Além das obras mal feitas ou abandonadas, os DSEIs também sofrem com obras que não saem do papel. O relatório da gestão de 2013 da Secretaria Especial de Saúde Indígena (Sesai), responsável pelos distritos, mostra que no ano foram feitos apenas 139 dos 250 sistemas de abastecimento de água previstos para as aldeias brasileiras e 93 das 200 obras de ampliação e reforma previstas para os sistemas existentes.
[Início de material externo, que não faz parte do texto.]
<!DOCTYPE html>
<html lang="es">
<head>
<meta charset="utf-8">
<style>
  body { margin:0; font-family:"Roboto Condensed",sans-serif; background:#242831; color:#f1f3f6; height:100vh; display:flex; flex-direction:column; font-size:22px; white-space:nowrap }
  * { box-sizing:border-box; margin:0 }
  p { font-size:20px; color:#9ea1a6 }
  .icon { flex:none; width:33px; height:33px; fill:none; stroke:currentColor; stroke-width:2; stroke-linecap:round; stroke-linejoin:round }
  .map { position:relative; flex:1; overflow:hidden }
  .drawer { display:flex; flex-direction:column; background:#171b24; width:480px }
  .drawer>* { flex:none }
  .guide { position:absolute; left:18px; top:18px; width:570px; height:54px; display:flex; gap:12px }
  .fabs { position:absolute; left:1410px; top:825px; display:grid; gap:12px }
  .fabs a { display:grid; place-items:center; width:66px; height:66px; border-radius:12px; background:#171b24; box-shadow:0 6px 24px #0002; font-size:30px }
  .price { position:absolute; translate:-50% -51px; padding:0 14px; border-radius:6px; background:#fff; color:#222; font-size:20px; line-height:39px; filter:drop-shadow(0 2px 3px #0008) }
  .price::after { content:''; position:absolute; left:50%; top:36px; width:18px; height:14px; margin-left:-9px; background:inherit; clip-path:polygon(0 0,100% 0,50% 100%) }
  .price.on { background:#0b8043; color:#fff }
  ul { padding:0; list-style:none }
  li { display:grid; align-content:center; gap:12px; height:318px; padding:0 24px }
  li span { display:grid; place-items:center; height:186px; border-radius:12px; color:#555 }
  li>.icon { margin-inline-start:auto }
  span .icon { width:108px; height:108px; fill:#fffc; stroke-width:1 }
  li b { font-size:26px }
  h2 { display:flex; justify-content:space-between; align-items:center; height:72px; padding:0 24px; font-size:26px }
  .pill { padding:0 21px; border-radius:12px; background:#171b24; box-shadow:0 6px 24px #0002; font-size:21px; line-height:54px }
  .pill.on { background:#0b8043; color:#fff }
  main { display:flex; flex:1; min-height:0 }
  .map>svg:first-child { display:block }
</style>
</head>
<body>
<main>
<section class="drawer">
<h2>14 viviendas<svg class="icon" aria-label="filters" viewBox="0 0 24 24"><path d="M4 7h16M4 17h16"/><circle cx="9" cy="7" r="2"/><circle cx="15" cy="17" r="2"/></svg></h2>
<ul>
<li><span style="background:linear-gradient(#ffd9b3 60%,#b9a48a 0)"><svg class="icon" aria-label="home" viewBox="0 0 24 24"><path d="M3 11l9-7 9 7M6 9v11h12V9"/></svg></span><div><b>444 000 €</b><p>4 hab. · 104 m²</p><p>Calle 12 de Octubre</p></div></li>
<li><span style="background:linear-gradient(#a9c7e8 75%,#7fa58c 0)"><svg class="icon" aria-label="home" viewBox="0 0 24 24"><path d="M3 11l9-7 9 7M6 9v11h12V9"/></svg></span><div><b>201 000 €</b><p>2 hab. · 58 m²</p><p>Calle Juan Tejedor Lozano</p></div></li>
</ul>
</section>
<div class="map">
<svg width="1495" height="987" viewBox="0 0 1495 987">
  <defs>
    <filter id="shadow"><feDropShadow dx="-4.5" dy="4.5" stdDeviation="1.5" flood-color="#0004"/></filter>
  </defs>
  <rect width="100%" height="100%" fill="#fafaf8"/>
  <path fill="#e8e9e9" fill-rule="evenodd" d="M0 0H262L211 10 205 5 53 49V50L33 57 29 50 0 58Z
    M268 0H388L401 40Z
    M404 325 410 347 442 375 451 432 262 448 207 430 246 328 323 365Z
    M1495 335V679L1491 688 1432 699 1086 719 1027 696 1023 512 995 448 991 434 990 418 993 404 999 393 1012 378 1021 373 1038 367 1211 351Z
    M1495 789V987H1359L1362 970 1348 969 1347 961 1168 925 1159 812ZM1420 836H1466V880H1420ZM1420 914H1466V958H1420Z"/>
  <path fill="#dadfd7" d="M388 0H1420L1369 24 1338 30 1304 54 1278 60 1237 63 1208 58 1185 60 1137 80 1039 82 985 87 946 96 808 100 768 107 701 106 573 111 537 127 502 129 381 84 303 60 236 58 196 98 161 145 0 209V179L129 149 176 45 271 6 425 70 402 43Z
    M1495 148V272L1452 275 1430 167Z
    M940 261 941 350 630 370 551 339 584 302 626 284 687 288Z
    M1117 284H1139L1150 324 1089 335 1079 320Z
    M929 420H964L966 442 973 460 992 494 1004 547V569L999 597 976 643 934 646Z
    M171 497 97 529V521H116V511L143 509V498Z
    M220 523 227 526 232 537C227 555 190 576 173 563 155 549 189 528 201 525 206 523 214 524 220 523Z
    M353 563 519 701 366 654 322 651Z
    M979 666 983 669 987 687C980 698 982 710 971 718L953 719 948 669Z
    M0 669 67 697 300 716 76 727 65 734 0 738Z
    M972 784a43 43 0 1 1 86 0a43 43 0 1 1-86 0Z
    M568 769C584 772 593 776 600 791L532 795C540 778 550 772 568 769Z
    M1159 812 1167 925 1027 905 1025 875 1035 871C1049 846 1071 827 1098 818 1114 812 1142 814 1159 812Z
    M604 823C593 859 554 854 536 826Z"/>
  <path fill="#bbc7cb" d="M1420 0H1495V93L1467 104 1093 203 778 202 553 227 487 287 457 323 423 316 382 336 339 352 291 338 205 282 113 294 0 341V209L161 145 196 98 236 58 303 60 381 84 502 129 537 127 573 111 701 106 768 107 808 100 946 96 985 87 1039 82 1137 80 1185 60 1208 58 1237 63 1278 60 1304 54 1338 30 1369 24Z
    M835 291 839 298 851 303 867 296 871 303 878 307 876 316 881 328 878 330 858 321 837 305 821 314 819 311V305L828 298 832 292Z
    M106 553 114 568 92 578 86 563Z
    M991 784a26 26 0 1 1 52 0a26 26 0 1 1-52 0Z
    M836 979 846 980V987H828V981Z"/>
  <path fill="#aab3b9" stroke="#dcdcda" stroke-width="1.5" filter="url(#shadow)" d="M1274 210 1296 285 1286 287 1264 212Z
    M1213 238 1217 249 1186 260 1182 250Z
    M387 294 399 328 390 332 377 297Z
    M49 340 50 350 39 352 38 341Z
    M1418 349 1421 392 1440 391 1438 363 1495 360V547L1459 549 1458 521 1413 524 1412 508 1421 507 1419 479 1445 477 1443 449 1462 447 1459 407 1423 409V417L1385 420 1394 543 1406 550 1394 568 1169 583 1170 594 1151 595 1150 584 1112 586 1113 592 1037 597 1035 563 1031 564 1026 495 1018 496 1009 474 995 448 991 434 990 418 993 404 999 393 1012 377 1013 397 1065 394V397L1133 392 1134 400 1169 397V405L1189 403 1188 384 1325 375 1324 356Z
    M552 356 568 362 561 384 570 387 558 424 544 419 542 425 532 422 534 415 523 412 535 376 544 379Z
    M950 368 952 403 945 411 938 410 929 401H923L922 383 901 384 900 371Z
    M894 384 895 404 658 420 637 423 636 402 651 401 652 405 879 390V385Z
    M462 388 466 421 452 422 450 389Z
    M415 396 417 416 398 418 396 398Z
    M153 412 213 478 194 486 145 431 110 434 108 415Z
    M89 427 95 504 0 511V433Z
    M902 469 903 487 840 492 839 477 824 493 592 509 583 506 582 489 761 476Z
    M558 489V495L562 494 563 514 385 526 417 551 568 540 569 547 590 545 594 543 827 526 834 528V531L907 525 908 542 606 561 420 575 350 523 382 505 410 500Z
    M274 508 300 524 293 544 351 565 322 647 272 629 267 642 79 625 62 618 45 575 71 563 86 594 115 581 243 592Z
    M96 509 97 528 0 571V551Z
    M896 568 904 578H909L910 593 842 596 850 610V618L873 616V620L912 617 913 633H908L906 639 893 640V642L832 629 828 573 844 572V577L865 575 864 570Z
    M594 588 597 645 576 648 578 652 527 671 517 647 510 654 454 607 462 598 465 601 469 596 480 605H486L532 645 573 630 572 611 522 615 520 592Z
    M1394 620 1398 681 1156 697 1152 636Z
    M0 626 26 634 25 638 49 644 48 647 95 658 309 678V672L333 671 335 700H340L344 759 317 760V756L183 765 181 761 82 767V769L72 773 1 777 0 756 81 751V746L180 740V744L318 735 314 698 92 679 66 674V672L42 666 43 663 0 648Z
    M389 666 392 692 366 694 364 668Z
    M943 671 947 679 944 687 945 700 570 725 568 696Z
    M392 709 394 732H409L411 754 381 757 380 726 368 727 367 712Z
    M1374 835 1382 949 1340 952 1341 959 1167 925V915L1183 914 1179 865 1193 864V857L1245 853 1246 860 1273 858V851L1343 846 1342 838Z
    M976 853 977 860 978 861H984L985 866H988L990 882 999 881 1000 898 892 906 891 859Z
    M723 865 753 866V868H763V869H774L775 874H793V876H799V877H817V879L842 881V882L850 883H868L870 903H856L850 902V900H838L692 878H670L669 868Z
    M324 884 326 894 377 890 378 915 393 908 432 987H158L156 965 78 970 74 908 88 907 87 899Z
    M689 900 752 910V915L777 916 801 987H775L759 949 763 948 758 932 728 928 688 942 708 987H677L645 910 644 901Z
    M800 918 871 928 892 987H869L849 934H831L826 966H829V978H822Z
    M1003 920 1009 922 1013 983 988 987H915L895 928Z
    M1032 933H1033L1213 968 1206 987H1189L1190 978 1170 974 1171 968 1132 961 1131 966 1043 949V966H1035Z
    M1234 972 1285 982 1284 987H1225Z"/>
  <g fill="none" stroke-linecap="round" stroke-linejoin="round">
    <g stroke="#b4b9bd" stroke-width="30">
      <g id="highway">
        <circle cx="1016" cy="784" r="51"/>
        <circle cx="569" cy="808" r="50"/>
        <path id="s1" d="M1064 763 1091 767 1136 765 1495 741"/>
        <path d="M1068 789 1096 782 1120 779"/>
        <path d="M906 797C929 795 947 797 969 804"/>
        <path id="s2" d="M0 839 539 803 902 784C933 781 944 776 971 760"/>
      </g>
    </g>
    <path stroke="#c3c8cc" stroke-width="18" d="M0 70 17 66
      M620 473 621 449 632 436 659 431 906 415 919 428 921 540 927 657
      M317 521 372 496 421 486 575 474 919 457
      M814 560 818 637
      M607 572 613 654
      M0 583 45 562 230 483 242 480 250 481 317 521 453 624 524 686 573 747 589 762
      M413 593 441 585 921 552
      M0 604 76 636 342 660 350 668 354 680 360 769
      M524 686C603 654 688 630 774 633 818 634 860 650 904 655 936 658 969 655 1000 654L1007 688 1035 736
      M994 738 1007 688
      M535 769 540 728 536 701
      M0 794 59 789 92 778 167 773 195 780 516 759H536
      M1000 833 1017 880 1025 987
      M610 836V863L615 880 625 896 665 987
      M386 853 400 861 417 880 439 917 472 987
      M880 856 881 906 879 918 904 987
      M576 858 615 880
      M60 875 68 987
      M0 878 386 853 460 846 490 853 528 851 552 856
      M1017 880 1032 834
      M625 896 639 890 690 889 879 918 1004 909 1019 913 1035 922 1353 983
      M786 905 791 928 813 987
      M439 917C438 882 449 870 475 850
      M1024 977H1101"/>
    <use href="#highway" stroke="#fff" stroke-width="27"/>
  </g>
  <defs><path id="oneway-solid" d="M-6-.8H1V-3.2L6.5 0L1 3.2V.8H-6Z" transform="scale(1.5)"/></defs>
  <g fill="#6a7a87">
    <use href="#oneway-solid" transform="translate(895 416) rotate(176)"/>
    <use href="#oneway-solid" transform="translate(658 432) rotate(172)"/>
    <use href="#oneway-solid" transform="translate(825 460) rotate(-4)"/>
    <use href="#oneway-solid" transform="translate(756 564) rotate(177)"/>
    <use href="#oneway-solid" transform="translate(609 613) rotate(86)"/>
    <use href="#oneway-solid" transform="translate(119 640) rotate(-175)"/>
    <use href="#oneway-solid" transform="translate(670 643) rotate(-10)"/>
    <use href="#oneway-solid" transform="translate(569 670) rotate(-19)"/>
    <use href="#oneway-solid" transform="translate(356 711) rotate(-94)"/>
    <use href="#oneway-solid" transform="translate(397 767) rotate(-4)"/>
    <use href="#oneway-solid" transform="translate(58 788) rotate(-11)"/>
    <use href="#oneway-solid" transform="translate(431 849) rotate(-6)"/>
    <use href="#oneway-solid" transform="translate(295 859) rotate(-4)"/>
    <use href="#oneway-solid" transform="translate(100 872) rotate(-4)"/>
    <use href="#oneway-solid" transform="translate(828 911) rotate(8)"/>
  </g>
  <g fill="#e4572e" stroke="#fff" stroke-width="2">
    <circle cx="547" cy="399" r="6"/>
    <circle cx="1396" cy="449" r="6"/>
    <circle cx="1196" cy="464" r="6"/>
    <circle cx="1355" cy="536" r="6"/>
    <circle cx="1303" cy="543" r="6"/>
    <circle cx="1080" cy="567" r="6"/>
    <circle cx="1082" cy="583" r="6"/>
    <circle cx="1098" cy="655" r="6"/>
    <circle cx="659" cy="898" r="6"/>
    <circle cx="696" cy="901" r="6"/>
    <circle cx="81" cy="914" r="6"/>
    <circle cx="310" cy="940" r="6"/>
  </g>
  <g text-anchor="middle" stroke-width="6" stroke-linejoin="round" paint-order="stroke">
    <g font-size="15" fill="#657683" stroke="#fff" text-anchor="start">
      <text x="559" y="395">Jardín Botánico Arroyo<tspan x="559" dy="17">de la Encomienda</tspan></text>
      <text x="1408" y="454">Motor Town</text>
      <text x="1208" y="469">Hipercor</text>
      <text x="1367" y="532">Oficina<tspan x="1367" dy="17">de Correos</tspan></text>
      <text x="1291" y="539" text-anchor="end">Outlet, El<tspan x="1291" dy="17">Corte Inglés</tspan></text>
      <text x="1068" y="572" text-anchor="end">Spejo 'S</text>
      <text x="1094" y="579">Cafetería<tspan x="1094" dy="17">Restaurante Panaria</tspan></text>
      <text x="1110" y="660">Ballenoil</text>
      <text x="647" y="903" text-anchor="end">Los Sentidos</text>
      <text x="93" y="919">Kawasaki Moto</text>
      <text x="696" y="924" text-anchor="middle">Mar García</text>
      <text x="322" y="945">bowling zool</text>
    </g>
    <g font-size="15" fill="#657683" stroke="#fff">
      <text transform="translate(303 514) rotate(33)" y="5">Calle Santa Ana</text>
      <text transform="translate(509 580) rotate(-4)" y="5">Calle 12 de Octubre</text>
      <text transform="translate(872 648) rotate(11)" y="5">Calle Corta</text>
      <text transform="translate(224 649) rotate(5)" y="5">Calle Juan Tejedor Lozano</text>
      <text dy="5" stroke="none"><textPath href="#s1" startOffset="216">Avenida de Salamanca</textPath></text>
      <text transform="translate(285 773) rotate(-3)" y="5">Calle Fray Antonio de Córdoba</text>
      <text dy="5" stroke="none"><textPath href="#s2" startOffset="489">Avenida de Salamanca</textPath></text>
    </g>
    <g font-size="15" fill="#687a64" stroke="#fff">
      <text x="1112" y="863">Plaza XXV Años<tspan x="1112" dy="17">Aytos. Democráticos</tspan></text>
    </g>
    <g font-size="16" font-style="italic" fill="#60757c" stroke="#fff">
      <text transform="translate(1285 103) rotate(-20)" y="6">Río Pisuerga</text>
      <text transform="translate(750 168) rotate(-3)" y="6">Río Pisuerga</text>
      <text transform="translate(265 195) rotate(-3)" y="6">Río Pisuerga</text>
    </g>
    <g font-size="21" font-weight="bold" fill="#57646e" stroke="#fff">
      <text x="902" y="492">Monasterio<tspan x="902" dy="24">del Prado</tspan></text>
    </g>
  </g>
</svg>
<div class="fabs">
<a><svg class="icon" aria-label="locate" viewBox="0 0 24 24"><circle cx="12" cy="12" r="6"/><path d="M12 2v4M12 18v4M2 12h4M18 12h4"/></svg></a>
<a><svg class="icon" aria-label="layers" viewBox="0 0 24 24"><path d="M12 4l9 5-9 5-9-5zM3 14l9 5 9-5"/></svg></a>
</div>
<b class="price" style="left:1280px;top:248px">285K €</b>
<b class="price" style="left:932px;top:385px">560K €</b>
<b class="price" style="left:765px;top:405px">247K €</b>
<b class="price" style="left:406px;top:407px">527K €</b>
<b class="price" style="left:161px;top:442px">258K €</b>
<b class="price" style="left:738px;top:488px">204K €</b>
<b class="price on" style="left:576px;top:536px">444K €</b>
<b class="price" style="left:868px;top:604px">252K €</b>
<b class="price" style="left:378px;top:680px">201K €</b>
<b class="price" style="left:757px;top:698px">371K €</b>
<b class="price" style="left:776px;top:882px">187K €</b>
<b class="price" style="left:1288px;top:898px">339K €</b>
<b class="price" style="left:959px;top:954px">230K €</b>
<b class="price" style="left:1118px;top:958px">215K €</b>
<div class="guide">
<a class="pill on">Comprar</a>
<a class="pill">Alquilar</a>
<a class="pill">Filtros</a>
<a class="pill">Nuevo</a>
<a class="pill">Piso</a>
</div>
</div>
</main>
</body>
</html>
Também foram feitas apenas 57 das 100 obras de reforma ou ampliação de melhorias sanitárias domiciliares nas aldeias. O padrão repete o que a Controladoria Geral da União verificou em 2012, em uma auditoria. Previa-se, naquele ano, que 305 aldeias seriam beneficiadas por um programa de saneamento básico, que só chegou a três delas até o final daquele ano.

As estruturas para o atendimento de saúde também foram prejudicadas. O relatório de gestão apontou que apenas nove das 21 Casas de Apoio à Saúde do Índio previstas saíram do papel em 2013 e só dois dos seis pólos-base, espécie de posto de saúde, foram feitos.

Na aldeia Buaçu, dentro da Terra Indígena Alto Rio Purus, um posto de saúde está sendo construído, mas a obra, que deveria ter sido entregue em junho, ainda não havia acabado em 19 de julho. Segundo o responsável pela construção, o salário dos pedreiros atrasou e eles não quiseram mais trabalhar. A equipe teve que ser trocada e, enquanto o impasse não era solucionado, a obra ficou parada – mesmo cenário visto em outras duas aldeias visitadas.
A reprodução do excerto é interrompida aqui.